MERCER: New regent Sutton has long record of good work
PIERRE -- There must be gray in your hair, at least at the roots, if you can remember when Bob Sutton wasn't involved in public affairs in South Dakota.
Sutton is only 44 but it seems like he's been around forever getting things done. His latest role is the newest, and the youngest, member on the state Board of Regents.
The regents govern South Dakota's public universities. Governors appoint the members, but the state constitution sets their authority.
Sutton was chosen by Gov. Dennis Daugaard to succeed Jim Hansen of Pierre, who had been on the board since spring 1995.
A year or two ago Sutton let a governor's aide know he was interested. In January he was asked to submit a letter explaining why.
He wrote about the relationship between post-high school education and development of communities and their economies.
He also spoke with several regents including president Dean Krogman of Brookings.
On March 22 the governor announced his choice. Sutton, whose term runs into 2019, heads to Brookings for his first official meeting of the full board when they gather Tuesday night.
A few days ago he received the meeting packet. The main agenda for the three days has 29 items including executive sessions, breakfast with legislators, an open forum and a reception. There are 22 items on two committees' agendas, too.
Sutton also began a new job in January as vice president of community relations for Avera Health, the Sioux Falls-based organization of hospitals, clinics and other services in many communities in eastern and central South Dakota. He was allowed to stay in Pierre.
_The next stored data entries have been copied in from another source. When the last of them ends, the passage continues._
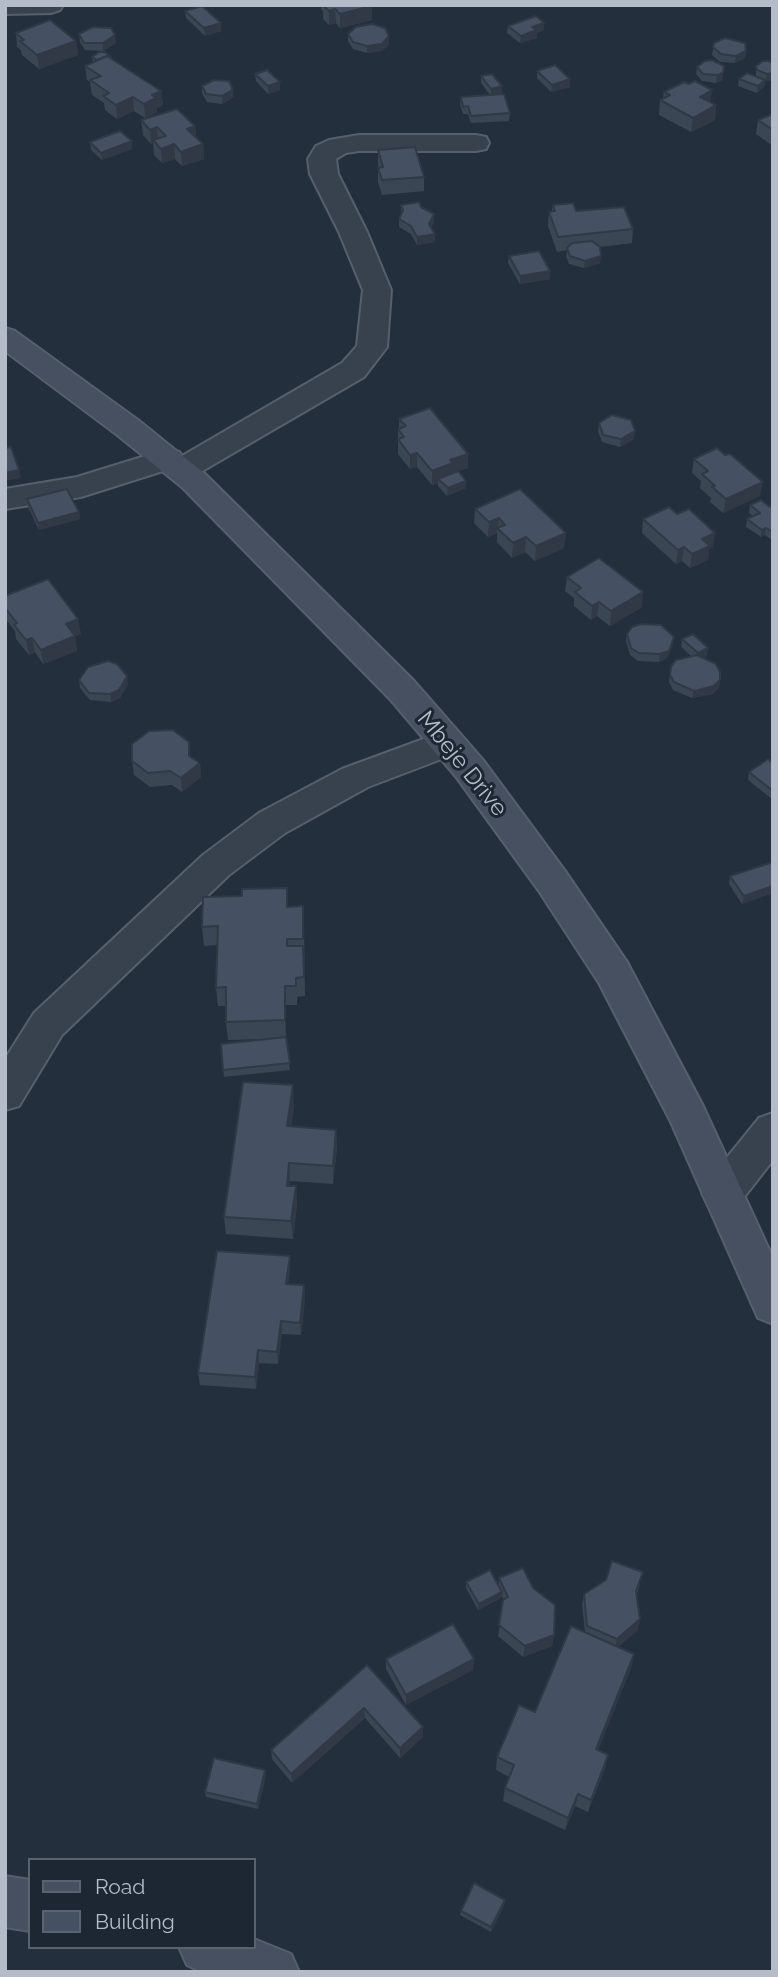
<!DOCTYPE html>
<html>
<head>
<meta charset="utf-8">
<style>
  body { margin:0 }
  #map { position:relative; width:778px; height:1977px; overflow:hidden; background:#242f3e; font-family:Raleway,sans-serif }
  canvas { display:block }
  .frame { position:absolute; inset:0; border:7px solid #b4bcc9; pointer-events:none }
  .legend { position:absolute; left:28px; top:1858px; width:228px; height:91px; box-sizing:border-box; background:#1d2633; border:2px solid #59626f; margin:0; padding:9px 12px; list-style:none; font-size:21px; color:#b4bcc9 }
  .legend li { display:flex; align-items:center; gap:14px; height:35px }
  .legend b { width:35px; border:2px solid #59626f }
</style>
</head>
<body>
<div id="map">
<canvas width="778" height="1977"></canvas>
<div class="frame"></div>
<ul class="legend">
<li><b style="height:9px;background:#465061"></b>Road</li>
<li><b style="height:19px;background:#455162"></b>Building</li>
</ul>
</div>
<script>
const g = document.querySelector('canvas').getContext('2d');
g.lineJoin = 'round';
const shape = rows => new Path2D(rows.map(r => 'M' + r).join(''));
function stroke(path, color, width, dash) { g.strokeStyle = color; g.lineWidth = width; g.lineCap = dash ? 'butt' : 'round'; g.setLineDash(dash || []); g.stroke(path); }
function paint(path, color) { g.fillStyle = color; g.fill(path, 'evenodd'); }
function drawText(font, color, halo, rows, align = 'center') {
  g.font = font + ' Raleway,sans-serif'; g.lineWidth = 6; g.setLineDash([]); g.textBaseline = 'middle'; g.strokeStyle = halo; g.fillStyle = color; for (const [text, x, y, turn = 0] of rows) {
    g.save(); g.translate(x, y); g.rotate((+turn || 0) * Math.PI / 180); g.textAlign = isNaN(turn) ? turn : align; if (halo) g.strokeText(text, 0, 0); g.fillText(text, 0, 0); g.restore();
  }
}
const street = shape([
  [5,5,63,5,60,10,51,13,5,14,5,5],
  [359,135,476,135,486,137,489,143,486,149,476,151,359,151,346,153,336,159,338,174,367,232,391,290,387,347,364,377,192,477,181,480,170,477,166,470,81,497,5,509,5,489,77,477,168,449,179,452,182,456,342,363,357,346,363,290,339,232,310,174,308,159,316,146,329,140,359,135],
  [448,730,460,734,466,743,460,752,368,787,285,833,229,875,62,1035,19,1106,5,1110,5,1059,34,1013,203,855,259,813,342,769,448,730],
  [773,1113,773,1160,738,1205,723,1210,708,1205,702,1193,708,1181,759,1118,773,1113]
]);
const secondary = shape([
  [5,328,15,331,138,420,205,474,414,681,483,760,565,871,627,962,703,1106,773,1258,773,1324,758,1318,670,1120,599,983,539,891,457,778,390,699,183,488,116,434,5,351,5,328],
  [5,1876,30,1880,30,1931,5,1927,5,1876],
  [254,1939,291,1954,299,1972,202,1972,187,1965,179,1947,254,1947,254,1939]
]);
const wall = shape([
  [321,5,372,6,372,20,340,28,336,23,329,25,323,19,323,11,321,9],
  [185,11,221,31,205,36,186,18],
  [508,26,544,30,537,33,537,38,520,43,507,33],
  [16,33,76,41,78,55,39,69,22,55,21,50,17,47],
  [79,34,116,43,103,51,85,50,80,42],
  [348,34,389,44,382,51,367,53,353,49,348,41],
  [714,43,746,51,745,58,735,63,720,62,712,55],
  [92,57,111,57,111,59,161,91,163,105,157,108,157,112,145,118,134,111,117,119,105,110,104,103,92,95,90,82,87,80,85,66,93,62],
  [773,63,773,80,765,81,764,87,757,93,738,86,739,79,756,76,756,66],
  [724,66,722,80,716,83,702,81,696,74,697,67],
  [537,71,570,87,551,92,537,78],
  [255,74,280,90,268,94,256,81],
  [481,76,502,86,502,94,510,113,509,121,471,123,468,114,463,114,460,104,461,97,490,95,481,83],
  [202,86,234,97,222,104,207,102,202,93],
  [664,92,711,102,716,105,715,120,691,132,659,115,660,100,663,99],
  [773,114,773,146,756,134,758,120],
  [141,120,195,126,196,138,203,144,204,159,182,166,175,159,162,163,154,155,153,143,151,144,143,135],
  [132,141,132,149,102,160,91,150,90,142],
  [378,150,424,177,424,191,382,195,378,182],
  [401,205,421,207,434,222,431,227,435,234,435,242,417,245,411,234,399,227,399,219,401,214],
  [553,205,633,229,632,243,600,247,600,263,584,268,569,264,566,256,567,250,557,252,548,226,549,212,552,211],
  [509,256,550,279,520,284,508,263],
  [399,419,468,454,468,468,458,471,466,488,447,496,438,486,438,483,432,485,417,467,410,469,398,454,398,429,399,429],
  [599,423,634,439,620,447,602,442,598,431],
  [694,459,760,496,723,513,710,502,711,498,700,488,701,481,692,473],
  [27,499,79,512,80,519,39,530,28,507],
  [750,505,770,507,773,505,773,541,765,535,761,537,746,527,747,519,753,516,749,513],
  [475,509,566,533,564,548,535,561,525,552,512,558,497,542,497,533,488,537,474,523],
  [643,519,713,547,709,549,708,560,690,568,682,561,676,564,642,533],
  [567,577,642,607,610,626,597,616,591,620,574,606,574,598,565,591],
  [5,596,81,634,75,636,77,651,43,664,35,652,29,655,16,639,15,631,5,618],
  [627,634,673,644,667,658,659,662,638,661,630,655,626,641],
  [682,639,708,648,706,656,702,658,720,680,719,687,713,694,692,698,673,690,669,682,671,667,692,657,681,647],
  [79,680,128,684,120,698,111,702,90,700,80,688],
  [191,757,200,763,201,777,182,792,172,785,150,787,134,775,132,761],
  [773,763,773,800,748,780,749,772],
  [773,862,773,893,742,904,729,884,730,876],
  [288,907,304,925,305,996,297,997,297,1005,286,1005,286,1037,290,1070,224,1077,221,1044,265,1039,228,1040,226,1022,226,1006,218,1006,216,988,218,945,204,946,202,927],
  [294,1104,291,1127,336,1130,337,1148,333,1184,290,1181,290,1186,296,1186,297,1204,293,1239,226,1234,224,1217],
  [290,1256,290,1268,288,1284,304,1285,305,1298,301,1335,282,1334,278,1364,259,1363,256,1389,200,1385,198,1373],
  [499,1578,554,1635,552,1646,523,1657,498,1636,504,1600,502,1596,501,1598,478,1610,466,1588,466,1582,499,1586],
  [640,1583,637,1594,638,1630,618,1647,634,1654,631,1668,598,1750,608,1755,605,1768,588,1812,575,1806,565,1830,503,1801,505,1788,509,1777,496,1770,497,1757,535,1712,585,1632,582,1604,584,1594],
  [386,1659,474,1659,473,1670,406,1705,386,1669],
  [367,1665,423,1737,400,1758,365,1718,292,1783,272,1759,271,1750],
  [265,1770,266,1775,258,1809,206,1797,205,1792],
  [505,1900,504,1905,491,1932,460,1915,461,1911]
]);
const shadedWall = shape([
  [372,6,372,20,340,28,340,14],
  [335,9,336,23,329,25,329,11],
  [221,23,221,31,205,36,204,28],
  [544,23,544,30,537,33,537,38,520,43,521,36,532,27],
  [115,35,116,43,103,51,103,43],
  [389,36,389,44,382,51,367,53,367,46],
  [76,41,78,55,39,69,37,55],
  [746,51,745,58,735,63,736,56],
  [723,73,722,80,716,83,717,75],
  [773,73,773,80,766,82,767,74],
  [570,79,570,87,551,92,552,85],
  [765,80,764,87,757,93,758,86],
  [280,82,280,90,268,94,268,86],
  [502,86,502,94,491,96,491,89],
  [233,90,234,97,222,104,222,96],
  [712,90,710,104,700,97],
  [161,91,163,105,157,108,157,112,145,118,144,104,152,95],
  [133,97,134,111,117,119,116,105],
  [716,105,715,120,691,132,693,118],
  [195,126,196,140,187,129],
  [157,127,158,142,153,140,153,143,151,144,150,130],
  [132,141,132,149,102,160,101,153],
  [174,144,175,159,162,163,161,149],
  [203,144,204,159,182,166,181,152],
  [434,214,434,222,429,231,429,224],
  [435,234,435,242,417,245,417,237],
  [601,256,600,263,584,268,585,261],
  [550,271,550,279,520,284,520,276],
  [635,431,634,439,620,447,621,439],
  [417,453,417,467,410,469,410,455],
  [468,454,468,468,438,479,438,483,432,485,432,471,450,460],
  [19,470,21,478,5,481,5,473],
  [466,481,466,488,447,496,448,488],
  [763,482,760,496,723,513,726,499],
  [79,512,80,519,39,530,38,523],
  [499,518,497,533,488,537,489,522],
  [766,528,765,535,761,537,762,530],
  [566,533,564,548,535,561,536,546],
  [715,533,713,547,709,549,708,560,690,568,692,554,702,539],
  [526,537,525,552,512,558,513,543],
  [684,547,682,561,676,564,678,550],
  [643,592,642,607,610,626,611,611],
  [599,602,597,616,591,620,592,606],
  [78,619,81,634,69,638,66,624],
  [75,636,77,651,43,664,41,650],
  [674,637,673,644,667,658,659,662,660,654],
  [32,638,35,652,29,655,26,640],
  [708,648,706,656,696,661,698,653],
  [127,676,128,684,120,698,111,702,110,694],
  [720,680,719,687,713,694,692,698,694,691],
  [200,763,201,777,182,792,181,778],
  [773,886,773,893,742,904,744,896],
  [285,986,286,1005,286,1039,285,1020],
  [293,1085,294,1104,288,1144,287,1126],
  [336,1130,337,1148,333,1184,333,1166],
  [289,1163,290,1181,288,1203,287,1186],
  [296,1186,297,1204,293,1239,291,1221],
  [290,1256,290,1268,286,1296,286,1284],
  [304,1285,305,1298,301,1335,300,1323],
  [281,1321,282,1334,278,1364,277,1352],
  [258,1350,259,1363,256,1389,255,1377],
  [502,1592,501,1598,478,1610,479,1604],
  [640,1619,638,1630,615,1649,617,1639],
  [554,1635,552,1646,523,1657,525,1646],
  [634,1654,631,1668,593,1763,596,1749],
  [474,1659,473,1670,406,1705,406,1695],
  [364,1708,365,1718,292,1783,291,1774],
  [423,1727,423,1737,400,1758,400,1748],
  [608,1755,605,1768,588,1812,591,1800],
  [265,1770,266,1775,258,1809,257,1804],
  [578,1794,575,1806,565,1830,568,1818],
  [505,1900,504,1905,491,1932,491,1927]
]);
const building = shape([
  [323,5,372,5,372,6,340,14,335,9,329,11,323,5],
  [202,6,221,23,204,28,185,11,202,6],
  [536,16,544,23,532,27,537,30,521,36,508,26,536,16],
  [50,20,76,41,37,55,20,41,24,40,16,33,50,20],
  [372,24,385,28,389,36,382,44,367,46,353,42,348,34,356,27,372,24],
  [93,27,111,28,115,35,103,43,84,43,79,34,93,27],
  [725,38,745,43,746,51,736,56,721,54,713,47,714,43,725,38],
  [99,52,105,52,111,57,109,57,107,56,97,60,92,57,99,52],
  [107,56,161,91,152,95,156,98,144,104,133,97,116,105,103,96,109,93,90,80,101,76,85,66,107,56],
  [712,60,724,66,723,73,717,75,703,74,697,67,705,61,712,60],
  [763,61,769,61,773,63,773,73,767,74,757,70,756,66,763,61],
  [555,65,570,79,552,85,537,71,555,65],
  [267,70,280,82,268,86,255,74,267,70],
  [747,73,765,80,758,86,739,79,747,73],
  [492,74,502,86,491,89,481,76,492,74],
  [214,80,229,81,233,90,222,96,206,94,202,86,214,80],
  [695,81,712,90,700,97,716,105,693,118,660,100,670,95,664,92,684,82,689,84,695,81],
  [504,94,510,113,471,116,468,106,463,107,461,97,504,94],
  [177,109,195,126,187,129,203,144,181,152,174,144,161,149,153,140,166,136,157,127,150,130,141,120,177,109],
  [773,114,773,130,758,120,773,114],
  [120,131,132,141,101,153,90,142,120,131],
  [415,147,424,177,382,180,378,168,383,167,378,150,415,147],
  [419,202,421,207,434,214,429,224,435,234,417,237,411,226,399,219,403,210,401,205,419,202],
  [573,203,576,211,624,207,633,229,558,237,549,212,555,211,553,205,573,203],
  [592,241,600,247,601,256,585,261,570,256,567,248,572,243,592,241],
  [539,251,550,271,520,276,509,256,539,251],
  [430,408,468,454,450,460,453,463,432,471,417,453,410,455,398,439,404,437,398,429,406,426,399,419,430,408],
  [612,415,631,420,635,431,621,439,603,435,599,423,612,415],
  [11,447,19,470,5,473,5,448,11,447],
  [717,448,725,455,730,454,763,482,726,499,712,487,715,486,702,474,708,471,694,459,717,448],
  [458,471,466,481,448,488,438,479,458,471],
  [67,489,79,512,38,523,27,499,67,489],
  [520,489,566,533,536,546,526,537,513,543,497,528,505,525,499,518,489,522,475,509,520,489],
  [761,500,770,507,773,505,773,532,766,528,762,530,747,519,760,513,750,505,761,500],
  [669,507,677,514,689,509,715,533,702,539,710,546,692,554,684,547,678,550,643,519,669,507],
  [599,558,643,592,611,611,599,602,592,606,575,592,581,588,567,577,599,558],
  [48,579,78,619,66,624,75,636,41,650,32,638,26,640,14,625,17,623,5,608,5,596,48,579],
  [641,624,661,625,674,637,669,651,660,654,639,653,631,648,627,634,632,627,641,624],
  [693,634,708,648,698,653,682,639,693,634],
  [697,655,716,664,720,672,720,680,714,686,694,691,674,682,670,675,671,667,676,660,697,655],
  [108,661,117,664,127,676,119,690,110,694,89,693,79,680,88,667,108,661],
  [173,730,189,742,189,756,200,763,181,778,170,771,148,773,132,761,132,744,149,731,173,730],
  [768,759,773,763,773,791,749,772,768,759],
  [773,862,773,886,744,896,730,876,773,862],
  [287,888,287,907,303,906,303,939,287,939,287,946,303,946,304,977,296,978,296,986,285,986,285,1020,226,1022,226,987,216,988,218,926,202,927,203,897,242,896,242,889,287,888],
  [286,1037,290,1063,223,1070,221,1044,286,1037],
  [243,1082,293,1085,287,1126,336,1130,333,1166,289,1163,287,1186,296,1186,291,1221,224,1217,243,1082],
  [217,1251,290,1256,286,1284,304,1285,300,1323,281,1321,277,1352,258,1350,255,1377,198,1373,217,1251],
  [612,1561,643,1572,636,1591,640,1619,617,1639,587,1626,584,1594,606,1580,612,1561],
  [523,1568,533,1588,555,1605,554,1635,525,1646,499,1625,503,1600,508,1597,499,1578,523,1568],
  [490,1570,502,1592,479,1604,466,1582,490,1570],
  [453,1624,474,1659,406,1695,386,1659,453,1624],
  [571,1626,634,1654,596,1749,608,1755,591,1800,578,1794,568,1818,505,1788,514,1765,497,1757,519,1705,535,1712,571,1626],
  [367,1665,423,1727,400,1748,364,1708,291,1774,271,1750,367,1665],
  [214,1758,265,1770,257,1804,205,1792,214,1758],
  [474,1883,505,1900,491,1927,461,1911,474,1883]
]);
const streetNames = [
  ["Mbeje Drive",462,764,51]
];
stroke(street, '#565f6c', 4);
stroke(secondary, '#565f6c', 4);
paint(street, '#38414e');
paint(secondary, '#465061');
paint(wall, '#3b4654');
paint(shadedWall, '#303945');
paint(building, '#455162');
stroke(building, '#303945', 2);
drawText('23px', '#b4bcc9', '#1d2633', streetNames);
</script>
</body>
</html>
Sutton grew up at Hill City. He received his bachelor degree in political science and his master degree in public administration from the University of South Dakota. He has spent his professional life in public affairs, mostly in Pierre.
Most recently he was president of the South Dakota Community Foundation. Before that, president for the South Dakota Bankers Association, a vice president for Citibank in Sioux Falls, and in top posts for the South Dakota Petroleum Council and the South Dakota Association of County Officials.
He's also been chairman of the South Dakota Housing Development Authority, master of ceremony at governors' inaugurations, and a volunteer for numerous boards and groups. He and his wife, Lori, have a son and a daughter in the Pierre school system.
He didn't wait to get involved with the regents.
Last month he took part in the final round of interviews and decisions by the regents in selecting the new president for South Dakota School of Mines and Technology.
"A fascinating process," he said. "That was a good way to learn how the regents work."
A week ago he gave the commencement address at Dakota State University.
"I guess I was naïve or excited," he said.
His topic was leadership. Stepping up can set a person apart, he said, and there are many opportunities across South Dakota.
He had some advice that worked for him: "Listening to others is much more important than what you have to say.
"You will have more success if you listen carefully to those around you, those who work with you, those who work for you, and those who are your clients."